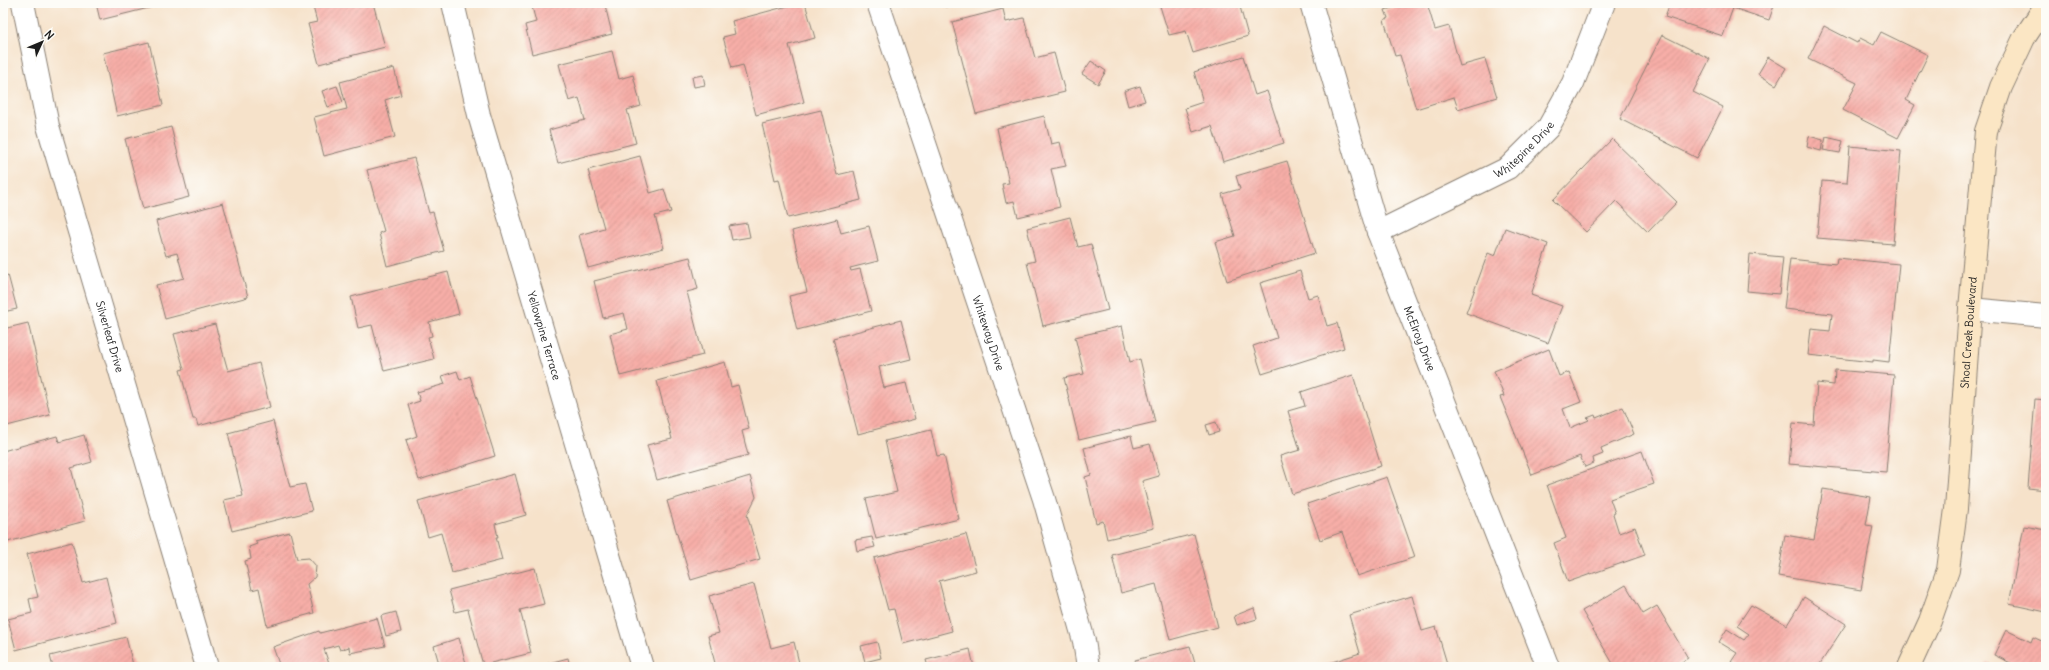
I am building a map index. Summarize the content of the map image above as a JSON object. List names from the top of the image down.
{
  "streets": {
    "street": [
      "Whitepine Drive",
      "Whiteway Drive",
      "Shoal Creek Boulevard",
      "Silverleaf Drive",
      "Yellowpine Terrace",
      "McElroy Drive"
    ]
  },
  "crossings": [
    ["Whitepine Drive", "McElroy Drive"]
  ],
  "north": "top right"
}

────────────────────────────────────────

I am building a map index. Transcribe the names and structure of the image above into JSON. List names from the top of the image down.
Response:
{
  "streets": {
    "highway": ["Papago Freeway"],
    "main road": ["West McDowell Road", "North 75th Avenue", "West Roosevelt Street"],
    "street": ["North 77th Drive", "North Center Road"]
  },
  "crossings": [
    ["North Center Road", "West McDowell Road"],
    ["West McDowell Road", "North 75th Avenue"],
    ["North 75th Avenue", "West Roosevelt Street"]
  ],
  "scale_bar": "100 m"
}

────────────────────────────────────────

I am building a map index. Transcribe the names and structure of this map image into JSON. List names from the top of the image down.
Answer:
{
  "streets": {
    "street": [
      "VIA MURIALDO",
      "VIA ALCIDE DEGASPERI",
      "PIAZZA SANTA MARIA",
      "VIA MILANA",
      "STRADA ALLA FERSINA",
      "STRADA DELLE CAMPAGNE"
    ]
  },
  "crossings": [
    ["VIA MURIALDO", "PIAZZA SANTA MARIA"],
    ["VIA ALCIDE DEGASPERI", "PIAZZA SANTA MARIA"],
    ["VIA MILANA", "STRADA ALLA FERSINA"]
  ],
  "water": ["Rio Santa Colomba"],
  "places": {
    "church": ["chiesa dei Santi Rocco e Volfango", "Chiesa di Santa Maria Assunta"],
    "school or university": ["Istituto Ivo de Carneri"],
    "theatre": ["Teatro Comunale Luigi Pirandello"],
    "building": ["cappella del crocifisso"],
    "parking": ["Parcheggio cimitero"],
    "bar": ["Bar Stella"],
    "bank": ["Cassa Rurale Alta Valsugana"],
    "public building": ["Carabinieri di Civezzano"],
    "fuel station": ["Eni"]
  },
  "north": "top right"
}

────────────────────────────────────────

What you should do: Copy all lines from the entries that contain the word "Transcribe".

Result:
I am building a map index. Transcribe the names and structure of the image above into JSON. List names from the top of the image down.
I am building a map index. Transcribe the names and structure of this map image into JSON. List names from the top of the image down.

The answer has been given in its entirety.